Game 6 became famous for a late rally by the Angels - the Giants jumped out to a 5-0 lead going into the bottom of the seventh, where the Angels cut their lead to two thanks to a three-run homer by Scott Spiezio. Then in the bottom of the eighth, with the Giants six outs away from the championship, the Angels put up three more unanswered runs to take the lead for good, capped off by a two-run RBI double from Troy Glaus, and they never looked back. The Angels’ comeback from five runs down set a World Series record for the largest comeback in an elimination game.

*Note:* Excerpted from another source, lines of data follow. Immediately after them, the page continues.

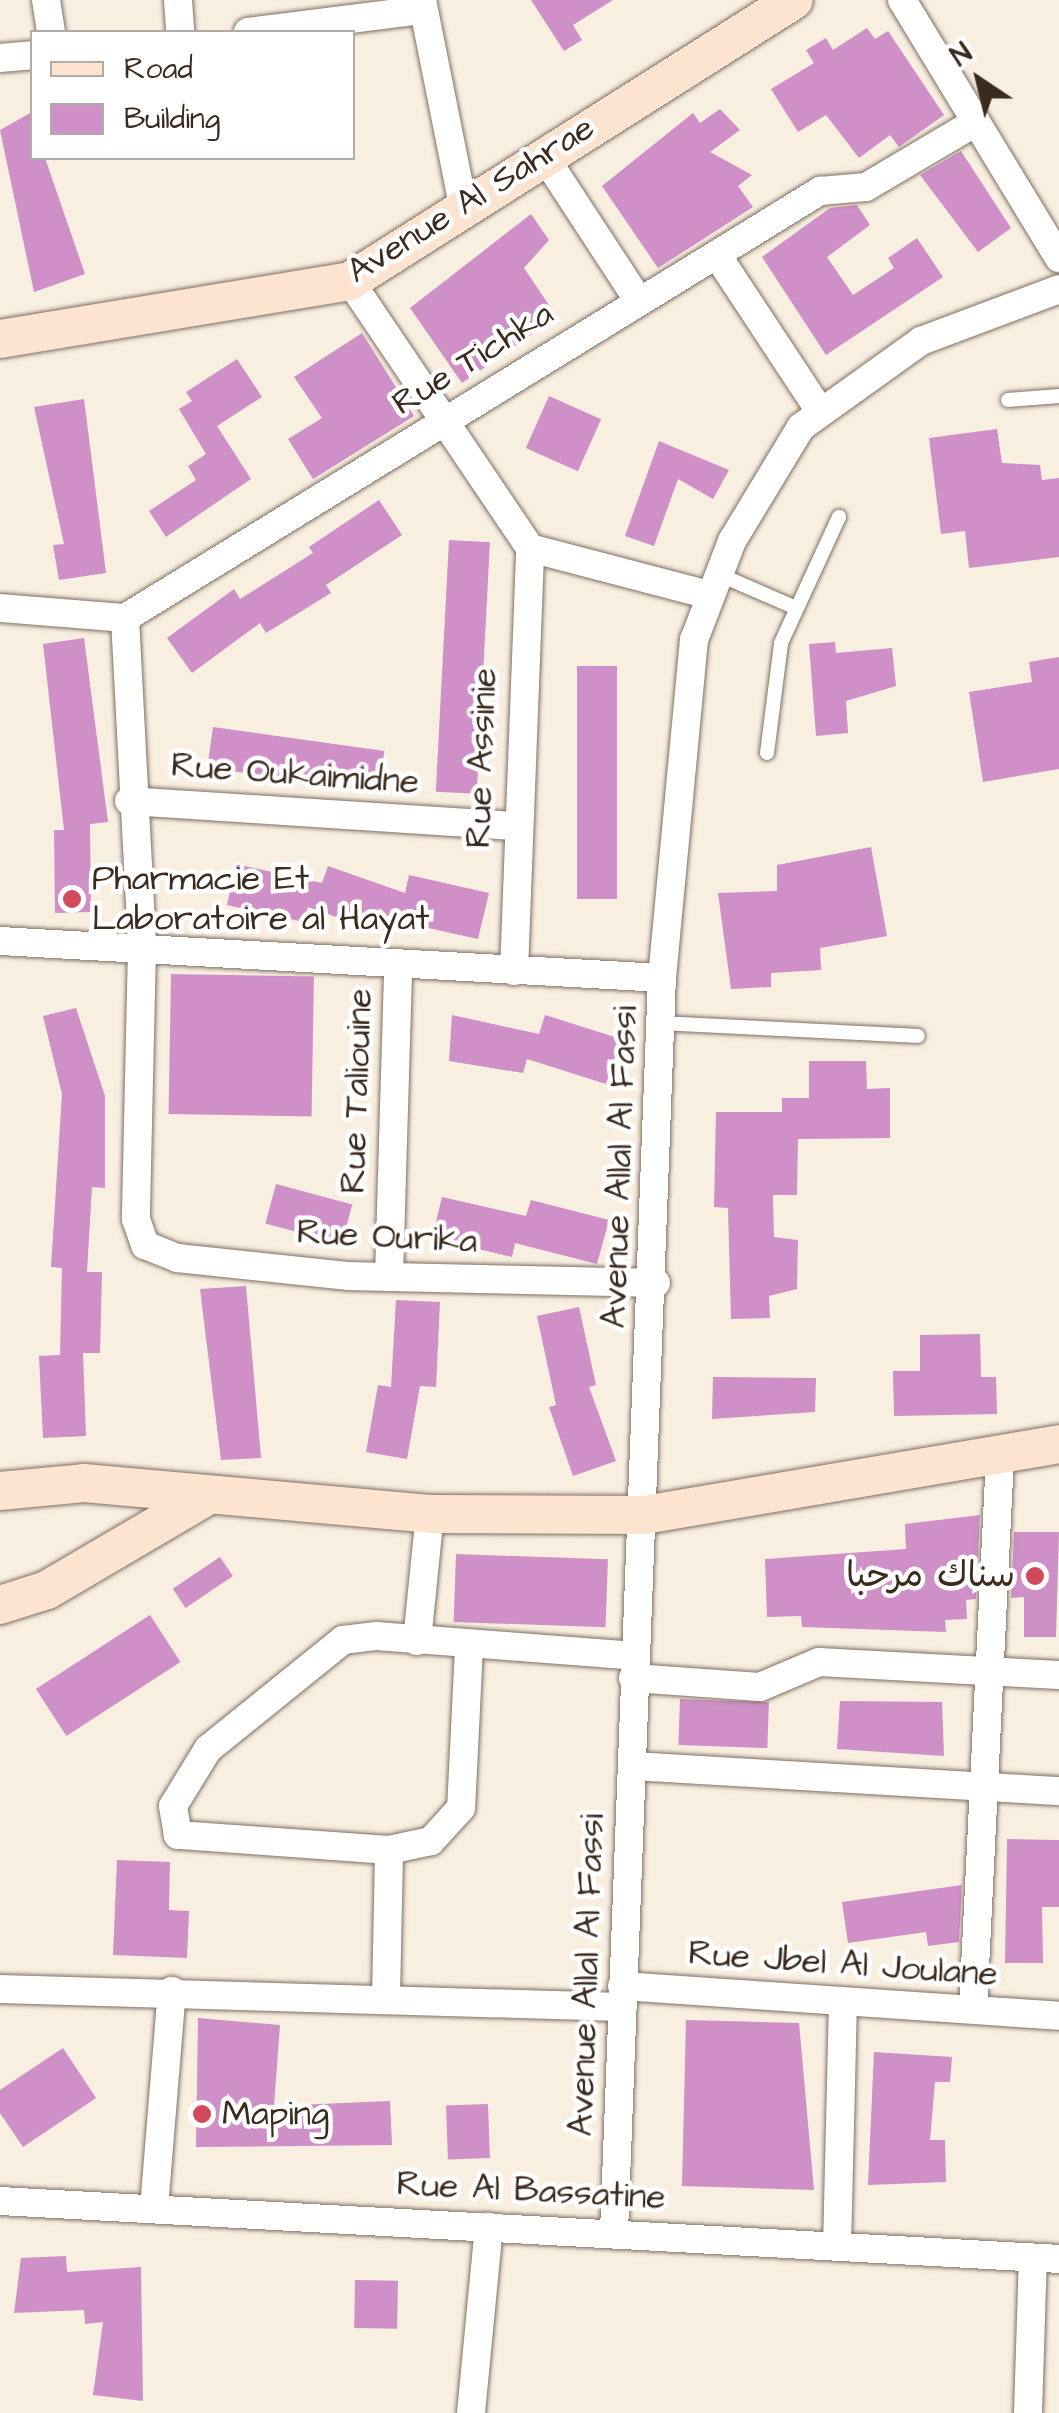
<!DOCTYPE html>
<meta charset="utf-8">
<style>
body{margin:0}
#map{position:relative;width:1059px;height:2413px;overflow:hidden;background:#f9efe1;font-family:"Architects Daughter","Playpen Sans Arabic",sans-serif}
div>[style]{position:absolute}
.building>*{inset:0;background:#ce90c7;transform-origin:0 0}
.roads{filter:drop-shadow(0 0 2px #7e6f62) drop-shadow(0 0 2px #7e6f62)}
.lane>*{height:14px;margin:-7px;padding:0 7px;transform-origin:7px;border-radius:7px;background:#fff}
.street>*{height:28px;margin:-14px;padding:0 14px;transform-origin:14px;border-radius:14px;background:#fff}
.secondary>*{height:38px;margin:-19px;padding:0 19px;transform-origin:19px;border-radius:19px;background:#fde4d0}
.dots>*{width:28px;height:28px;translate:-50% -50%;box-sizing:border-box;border:5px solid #fff;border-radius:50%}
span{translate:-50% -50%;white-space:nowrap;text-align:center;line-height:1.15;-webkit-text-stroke:9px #fff;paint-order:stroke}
.street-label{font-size:35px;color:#3b2a1e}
.poi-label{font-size:35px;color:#3b2a1e}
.left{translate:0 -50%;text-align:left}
.right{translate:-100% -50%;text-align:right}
.legend{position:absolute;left:30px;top:30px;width:325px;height:130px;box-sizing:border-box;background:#fff;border:2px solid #b1aaa5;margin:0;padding:12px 18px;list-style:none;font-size:30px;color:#3b2a1e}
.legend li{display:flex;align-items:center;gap:20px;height:50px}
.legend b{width:50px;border:2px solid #b1aaa5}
.north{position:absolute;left:929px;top:30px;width:100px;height:100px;-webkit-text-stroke:8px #fff;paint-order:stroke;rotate:325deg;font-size:28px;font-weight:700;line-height:40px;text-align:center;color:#3b2a1e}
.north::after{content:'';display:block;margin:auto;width:35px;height:45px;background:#3b2a1e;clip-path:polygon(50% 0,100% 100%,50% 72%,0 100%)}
</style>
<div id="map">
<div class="building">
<div style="clip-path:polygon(531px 0,613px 0,573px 25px,582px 40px,564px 51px)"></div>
<div style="clip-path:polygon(867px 28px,875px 39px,888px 31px,944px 115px,899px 147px,890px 135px,859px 158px,826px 115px,798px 132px,771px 89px,814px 63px,806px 50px,826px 38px,833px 50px)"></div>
<div style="clip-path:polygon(720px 109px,740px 130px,710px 152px,752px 175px,738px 186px,753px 207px,658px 268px,602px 186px,693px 113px,700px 123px)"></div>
<div style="clip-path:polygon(32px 112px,32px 158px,45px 158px,85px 274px,34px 292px,0 130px)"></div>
<div style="clip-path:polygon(961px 151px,1011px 228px,978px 252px,920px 175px)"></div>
<div style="clip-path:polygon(857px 205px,870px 225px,827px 257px,853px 295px,894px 268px,888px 258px,917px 238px,943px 277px,826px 355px,762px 257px,830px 208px)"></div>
<div style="clip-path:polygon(531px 214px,549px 240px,524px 268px,557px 317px,462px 383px,410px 308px)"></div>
<div style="clip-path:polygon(362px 333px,414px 416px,313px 479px,288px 439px,322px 418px,294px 377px)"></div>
<div style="clip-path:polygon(237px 359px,262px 397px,217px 426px,251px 479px,166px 537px,149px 511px,196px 480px,188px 466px,206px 454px,179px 409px,192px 401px,186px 392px)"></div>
<div style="left:549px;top:396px;width:57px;height:57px;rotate:24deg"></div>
<div style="clip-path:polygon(84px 399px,106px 573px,59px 580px,53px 545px,64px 544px,34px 407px)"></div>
<div style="clip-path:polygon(997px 429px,1002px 463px,1040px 465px,1042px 480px,1059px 478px,1059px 557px,969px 568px,965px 531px,941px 534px,929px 438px)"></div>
<div style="clip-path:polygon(659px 441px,729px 470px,713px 499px,678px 479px,654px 546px,625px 536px)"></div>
<div style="clip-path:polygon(379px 500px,402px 535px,326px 585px,331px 593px,266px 633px,260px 623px,192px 673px,167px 638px,234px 589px,240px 599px,313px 553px,309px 547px)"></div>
<div style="left:449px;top:540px;width:41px;height:252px;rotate:3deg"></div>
<div style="clip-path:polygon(84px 638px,108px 822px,90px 824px,91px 912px,55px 913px,54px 830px,64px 830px,43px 644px)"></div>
<div style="clip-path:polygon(835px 642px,836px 653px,892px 648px,896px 686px,846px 701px,848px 733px,816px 736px,809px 644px)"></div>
<div style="clip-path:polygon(1059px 657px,1059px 769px,983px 782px,969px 692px,1032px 682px,1029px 662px)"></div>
<div style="left:577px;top:666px;width:40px;height:233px"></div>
<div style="left:213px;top:727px;width:173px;height:41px;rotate:8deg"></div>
<div style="clip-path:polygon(871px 847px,887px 936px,820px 948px,821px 970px,771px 973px,771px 987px,731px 989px,718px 893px,777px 891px,777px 865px)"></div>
<div style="clip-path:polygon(236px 864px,322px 883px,328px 866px,405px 893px,409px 875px,489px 893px,478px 939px,392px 920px,387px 935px,308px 907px,304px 922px,227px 905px)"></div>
<div style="left:171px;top:974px;width:143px;height:140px;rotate:1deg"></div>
<div style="clip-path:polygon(76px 1008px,105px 1096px,105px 1188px,92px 1187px,87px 1272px,102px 1272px,100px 1353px,83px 1353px,86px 1436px,43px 1438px,39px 1356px,60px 1355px,62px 1268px,51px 1267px,62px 1094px,43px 1016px)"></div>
<div style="clip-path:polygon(452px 1015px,539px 1034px,545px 1015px,621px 1039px,606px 1084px,527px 1059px,523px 1073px,449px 1061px)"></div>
<div style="clip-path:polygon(809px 1061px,866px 1061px,867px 1089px,890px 1088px,890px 1138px,798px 1139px,797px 1195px,773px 1195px,774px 1237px,798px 1240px,797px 1289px,769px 1296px,770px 1318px,731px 1319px,728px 1208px,714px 1207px,716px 1112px,782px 1112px,782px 1098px,809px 1098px)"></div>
<div style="left:276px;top:1184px;width:79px;height:41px;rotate:15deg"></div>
<div style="clip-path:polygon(442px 1197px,526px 1216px,531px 1200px,609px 1220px,597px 1264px,515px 1243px,512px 1257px,432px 1238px)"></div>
<div style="clip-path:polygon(246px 1286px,261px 1458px,221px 1460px,200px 1289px)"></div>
<div style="clip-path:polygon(396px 1300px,440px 1302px,436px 1387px,420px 1386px,407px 1459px,366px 1452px,378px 1385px,391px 1387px)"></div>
<div style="clip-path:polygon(579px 1307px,596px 1385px,589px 1387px,616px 1461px,573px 1476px,549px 1407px,556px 1405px,537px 1316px)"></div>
<div style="clip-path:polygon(980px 1334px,981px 1377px,996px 1377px,997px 1414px,894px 1416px,893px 1371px,920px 1371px,920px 1335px)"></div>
<div style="clip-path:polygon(713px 1377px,816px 1378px,815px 1412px,712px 1419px)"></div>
<div style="clip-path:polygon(980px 1515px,976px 1599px,966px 1600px,967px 1619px,945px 1620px,946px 1632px,802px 1627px,801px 1616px,767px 1617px,765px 1559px,906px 1549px,905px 1524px)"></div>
<div style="clip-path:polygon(1014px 1532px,1059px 1532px,1056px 1637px,1024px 1637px,1024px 1597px,1011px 1598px)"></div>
<div style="left:456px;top:1554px;width:152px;height:68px;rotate:2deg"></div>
<div style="left:220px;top:1557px;width:23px;height:57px;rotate:56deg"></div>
<div style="left:150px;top:1615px;width:56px;height:136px;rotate:57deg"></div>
<div style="left:680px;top:1699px;width:89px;height:46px;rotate:2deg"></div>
<div style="clip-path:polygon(840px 1701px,942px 1702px,944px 1756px,837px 1749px)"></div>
<div style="clip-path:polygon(1007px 1839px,1059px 1840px,1059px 1907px,1042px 1907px,1043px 1963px,1005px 1963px)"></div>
<div style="clip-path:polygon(117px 1860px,170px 1862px,169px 1910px,189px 1911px,187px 1958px,113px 1955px)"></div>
<div style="clip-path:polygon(962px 1885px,959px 1942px,928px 1946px,926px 1932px,848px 1943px,842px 1902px)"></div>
<div style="clip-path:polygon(198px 2018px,280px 2025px,274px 2106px,390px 2101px,392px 2145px,196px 2147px)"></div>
<div style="clip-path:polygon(686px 2020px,799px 2023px,814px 2190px,682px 2186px)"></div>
<div style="clip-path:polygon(63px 2048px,96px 2098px,23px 2147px,0 2113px,0 2090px)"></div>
<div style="clip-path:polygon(874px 2052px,952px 2057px,950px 2082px,935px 2082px,930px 2140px,945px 2140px,946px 2182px,868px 2185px)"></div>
<div style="left:488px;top:2104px;width:54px;height:42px;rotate:88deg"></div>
<div style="clip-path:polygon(66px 2256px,67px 2272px,141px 2267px,143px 2401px,93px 2395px,103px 2322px,85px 2324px,84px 2310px,14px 2313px,21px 2258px)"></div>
<div style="left:355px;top:2280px;width:43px;height:48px;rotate:1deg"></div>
</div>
<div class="roads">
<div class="lane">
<div style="left:1008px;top:400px;width:51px;rotate:-4.5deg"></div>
<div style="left:718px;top:574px;width:83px;rotate:23.5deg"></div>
<div style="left:767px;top:753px;width:111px;rotate:-82.7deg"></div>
<div style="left:781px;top:643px;width:139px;rotate:-65.3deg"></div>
<div style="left:662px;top:1023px;width:256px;rotate:2.9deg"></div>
</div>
<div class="street">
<div style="left:46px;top:0;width:32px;rotate:81deg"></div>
<div style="left:178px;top:0;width:32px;rotate:86deg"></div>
<div style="left:422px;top:0;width:210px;rotate:78.7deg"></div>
<div style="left:902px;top:0;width:302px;rotate:58.7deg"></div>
<div style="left:248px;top:32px;width:176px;rotate:-7.2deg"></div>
<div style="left:0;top:58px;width:32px;rotate:-5deg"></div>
<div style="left:544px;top:156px;width:173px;rotate:56.8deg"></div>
<div style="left:717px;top:255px;width:187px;rotate:56.6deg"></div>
<div style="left:350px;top:281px;width:322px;rotate:56deg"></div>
<div style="left:530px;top:548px;width:185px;rotate:14.7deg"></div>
<div style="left:0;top:608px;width:125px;rotate:4.6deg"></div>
<div style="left:125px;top:618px;width:816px;rotate:-31.57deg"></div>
<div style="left:820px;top:191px;width:46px;rotate:-5deg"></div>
<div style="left:866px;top:187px;width:128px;rotate:-30.6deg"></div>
<div style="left:125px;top:618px;width:329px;rotate:87deg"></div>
<div style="left:142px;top:947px;width:272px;rotate:91.3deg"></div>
<div style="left:136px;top:1219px;width:28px;rotate:71deg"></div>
<div style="left:145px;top:1245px;width:35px;rotate:22deg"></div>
<div style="left:177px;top:1258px;width:173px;rotate:6deg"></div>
<div style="left:349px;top:1276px;width:307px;rotate:1.3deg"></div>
<div style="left:129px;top:801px;width:388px;rotate:3.7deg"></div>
<div style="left:0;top:941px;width:663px;rotate:3.2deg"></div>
<div style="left:514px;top:971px;width:423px;rotate:-87.8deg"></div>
<div style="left:389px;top:1277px;width:311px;rotate:-88.3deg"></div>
<div style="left:417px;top:1641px;width:128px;rotate:-84.2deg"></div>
<div style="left:469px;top:1647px;width:161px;rotate:92.8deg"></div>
<div style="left:461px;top:1808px;width:45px;rotate:132.3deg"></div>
<div style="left:431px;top:1841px;width:43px;rotate:167.9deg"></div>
<div style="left:389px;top:1850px;width:212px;rotate:-175.9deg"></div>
<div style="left:178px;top:1835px;width:29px;rotate:-100deg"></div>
<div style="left:173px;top:1806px;width:67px;rotate:-58.4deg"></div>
<div style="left:208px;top:1749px;width:174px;rotate:-38.9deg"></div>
<div style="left:343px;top:1640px;width:34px;rotate:-7deg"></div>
<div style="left:377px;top:1636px;width:258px;rotate:4.4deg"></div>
<div style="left:633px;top:1678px;width:127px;rotate:4.1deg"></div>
<div style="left:760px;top:1687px;width:64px;rotate:-23deg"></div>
<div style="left:819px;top:1662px;width:240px;rotate:3.1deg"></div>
<div style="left:634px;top:1766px;width:426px;rotate:3.4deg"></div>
<div style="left:622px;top:1986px;width:438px;rotate:3.9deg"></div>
<div style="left:0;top:1989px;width:621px;rotate:1.66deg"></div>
<div style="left:386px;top:1997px;width:147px;rotate:-88.8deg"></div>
<div style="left:973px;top:2009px;width:553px;rotate:-87.2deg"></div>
<div style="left:0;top:2201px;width:1061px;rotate:3.13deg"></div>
<div style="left:154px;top:2208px;width:218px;rotate:-85.3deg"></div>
<div style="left:614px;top:2232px;width:1255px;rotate:-87.81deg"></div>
<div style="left:662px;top:978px;width:340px;rotate:-84.6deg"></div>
<div style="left:694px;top:640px;width:106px;rotate:-69deg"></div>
<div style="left:732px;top:541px;width:133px;rotate:-58.8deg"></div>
<div style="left:801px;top:427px;width:148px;rotate:-35.6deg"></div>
<div style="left:921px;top:341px;width:147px;rotate:-20.6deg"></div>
<div style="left:837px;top:2247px;width:243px;rotate:-88.6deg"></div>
<div style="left:471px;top:2413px;width:187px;rotate:-84.5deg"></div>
<div style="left:1028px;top:2413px;width:155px;rotate:-88.2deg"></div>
</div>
<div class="secondary">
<div style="left:0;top:339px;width:355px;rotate:-9.4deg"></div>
<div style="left:350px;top:281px;width:525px;rotate:-32.33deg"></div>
<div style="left:0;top:1491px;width:84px;rotate:-5.4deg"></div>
<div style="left:84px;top:1483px;width:347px;rotate:5.1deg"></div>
<div style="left:430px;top:1514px;width:214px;rotate:0.3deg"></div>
<div style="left:644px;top:1515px;width:421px;rotate:-9.7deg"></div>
<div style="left:0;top:1605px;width:49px;rotate:-17.7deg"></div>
<div style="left:47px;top:1590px;width:180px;rotate:-30.4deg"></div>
</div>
</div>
<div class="dots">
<div style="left:72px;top:899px;background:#d1495b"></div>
<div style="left:1035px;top:1576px;background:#d1495b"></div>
<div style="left:202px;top:2114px;background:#d1495b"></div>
</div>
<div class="street-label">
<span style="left:471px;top:200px;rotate:-32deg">Avenue Al Sahrae</span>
<span style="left:473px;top:359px;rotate:-32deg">Rue Tichka</span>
<span style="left:482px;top:758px;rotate:-88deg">Rue Assinie</span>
<span style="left:295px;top:774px;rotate:4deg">Rue Oukaimidne</span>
<span style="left:357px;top:1091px;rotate:-88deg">Rue Taliouine</span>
<span style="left:620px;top:1167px;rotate:-88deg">Avenue Allal Al Fassi</span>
<span style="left:387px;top:1237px;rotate:3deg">Rue Ourika</span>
<span style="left:843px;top:1964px;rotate:4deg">Rue Jbel Al Joulane</span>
<span style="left:587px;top:1975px;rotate:-88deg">Avenue Allal Al Fassi</span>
<span style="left:531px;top:2191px;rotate:3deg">Rue Al Bassatine</span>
</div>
<div class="poi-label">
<span class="left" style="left:92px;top:899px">Pharmacie Et<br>Laboratoire al Hayat</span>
<span class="right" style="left:1015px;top:1576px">سناك مرحبا</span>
<span class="left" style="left:222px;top:2114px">Maping</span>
</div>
<ul class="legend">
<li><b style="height:12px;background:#fde4d0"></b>Road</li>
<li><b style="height:28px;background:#ce90c7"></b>Building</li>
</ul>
<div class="north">N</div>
</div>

In Game 7, with the game tied after two innings, the Angels took the lead for good with a three-run RBI double from Garret Anderson in the bottom of the third, and the strong Angels bullpen led by closer Troy Percival closed out the series in the top of the ninth despite putting two runners on base. The Angels made MLB history in Game 7 as John Lackey became the first rookie pitcher to win a World Series Game 7 since Babe Adams did so in 1909. This was the first Game 7 ever won by the Angels in franchise history.

Due to the Angels claiming the championship in Game 7, the Game 6 collapse entered baseball lore as part of the Curse of Coogan's Bluff superstition used to explain the Giants' championship drought after the 1954 World Series. As of , this is the last time the Giants lost in the World Series. They would eventually break through in 2010, where they defeated the Texas Rangers in five games to end the curse and began a dynasty.

As of , this remains the Angels’ only World Series victory and appearance, and they remain the most recent American League team to win Game 7 of the World Series at home. Along with the Los Angeles Lakers winning the 2002 NBA Finals, the Greater Los Angeles area had NBA and World Series champions in the same season or calendar year for the first time since the Dodgers and Lakers did so in 1988.

In 2020, ESPN rated the 2002 World Series as the 22nd greatest Fall Classic of all time.

| Game | Date | Score | Location | Time | Attendance |
|---|---|---|---|---|---|
| 1 | October 19 | San Francisco Giants – 4, Anaheim Angels – 3 | Edison International Field of Anaheim | 3:44 | 44,603 |
| 2 | October 20 | San Francisco Giants – 10, Anaheim Angels – 11 | Edison International Field of Anaheim | 3:57 | 44,584 |
| 3 | October 22 | Anaheim Angels – 10, San Francisco Giants – 4 | Pacific Bell Park | 3:37 | 42,707 |
| 4 | October 23 | Anaheim Angels – 3, San Francisco Giants – 4 | Pacific Bell Park | 3:02 | 42,703 |
| 5 | October 24 | Anaheim Angels – 4, San Francisco Giants – 16 | Pacific Bell Park | 3:53 | 42,713 |
| 6 | October 26 | San Francisco Giants – 5, Anaheim Angels – 6 | Edison International Field of Anaheim | 3:48 | 44,506 |
| 7 | October 27 | San Francisco Giants – 1, Anaheim Angels – 4 | Edison International Field of Anaheim | 3:16 | 44,598 |

==Broadcasting==
This was the only postseason in which Division Series games aired across ABC Family, Fox, and Fox's sister network FX in the United States. After Fox sold Fox Family to ESPN's parent company Disney in November 2001, and rebranded it as ABC Family, it was decided that the channel could still air selected Division Games in 2002. The ABC Family broadcasts were ESPN-produced telecasts. After the season, ABC Family's rights for selected Division Series games were transferred to ESPN proper.

Both League Championship Series and the World Series aired on Fox.